--- Supplied data ---

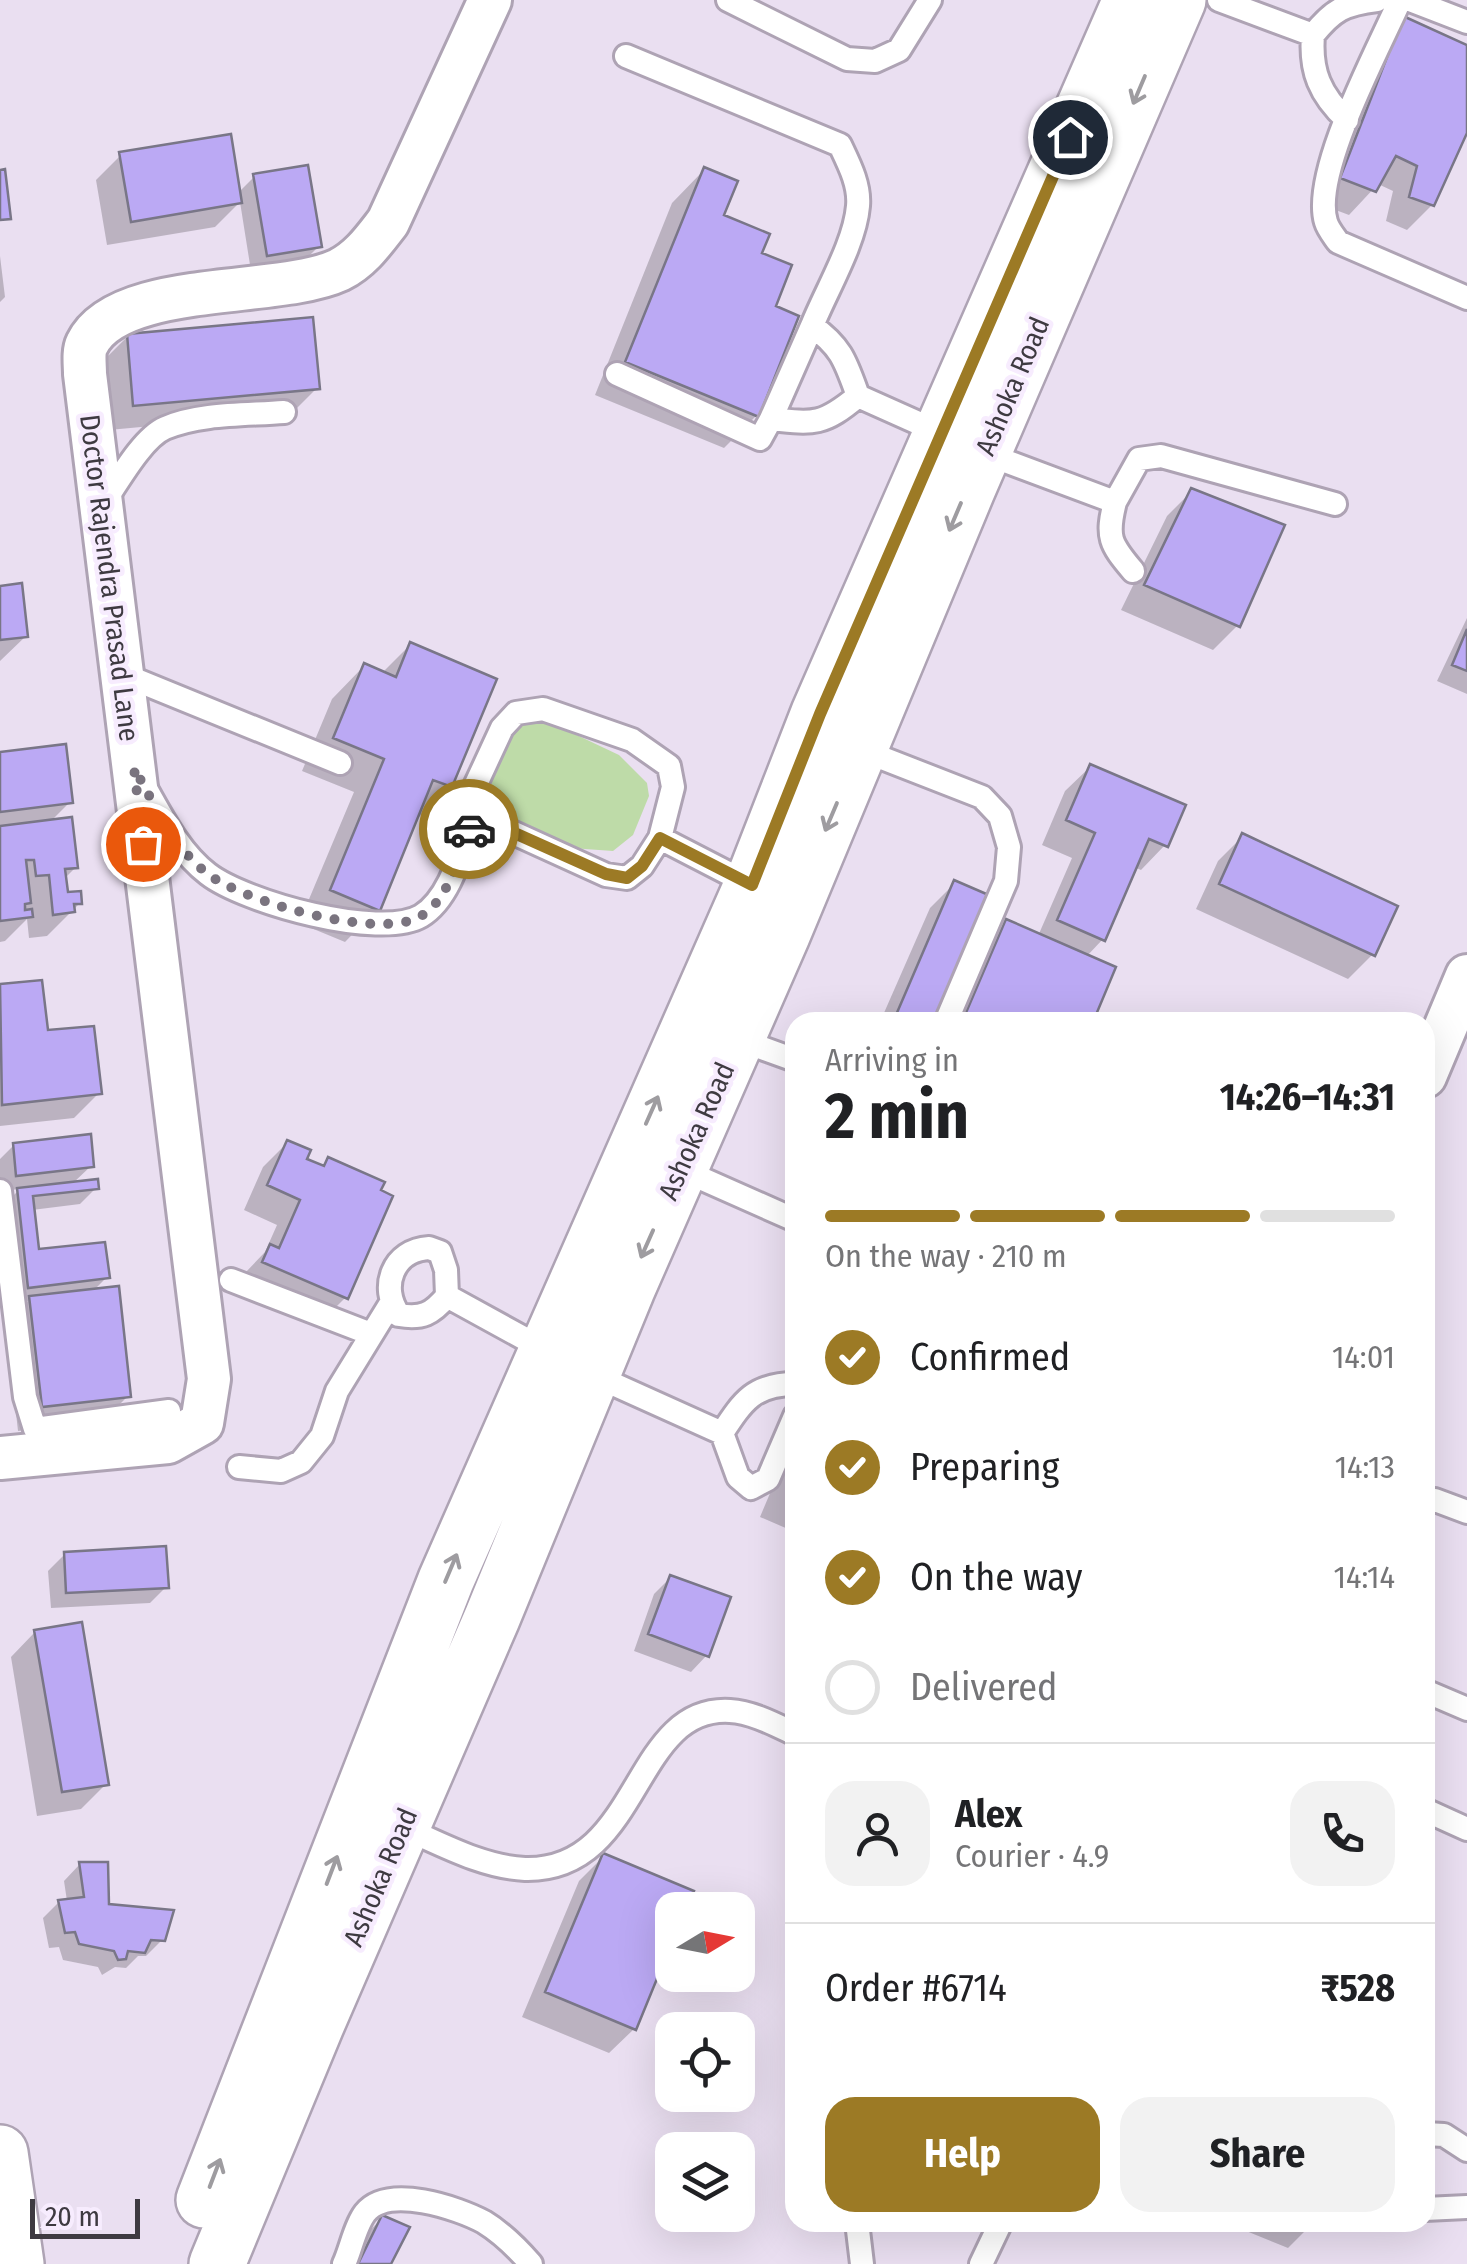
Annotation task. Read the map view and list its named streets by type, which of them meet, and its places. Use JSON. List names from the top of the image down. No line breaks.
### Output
{"streets":{"main road":["Ashoka Road"],"street":["Doctor Rajendra Prasad Lane"]},"scale_bar":"20 m","north":"right","page":{"heading":["2 min","Arriving in","14:26–14:31"],"panel":["Alex","Courier · 4.9","Order #6714","₹528"],"bar":"On the way · 210 m","list":[["Confirmed","14:01"],["Preparing","14:13"],["On the way","14:14"],"Delivered"],"buttons":["Help","Share"],"scale":"20 m"}}
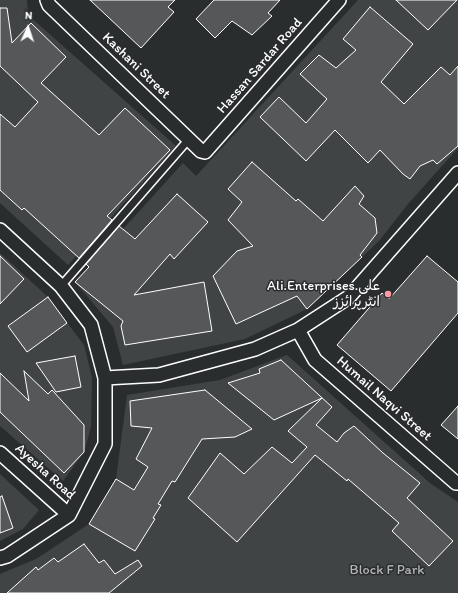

---

» **Assignment**: Pictures aside, reproduce all of the material above without alteration.

» **Written solution**:
Annotation task. Read the map view and list its named streets by type, which of them meet, and its places. Use JSON. List names from the top of the image down. No line breaks.
### Output
{"streets":{"main road":["Ashoka Road"],"street":["Doctor Rajendra Prasad Lane"]},"scale_bar":"20 m","north":"right","page":{"heading":["2 min","Arriving in","14:26–14:31"],"panel":["Alex","Courier · 4.9","Order #6714","₹528"],"bar":"On the way · 210 m","list":[["Confirmed","14:01"],["Preparing","14:13"],["On the way","14:14"],"Delivered"],"buttons":["Help","Share"],"scale":"20 m"}}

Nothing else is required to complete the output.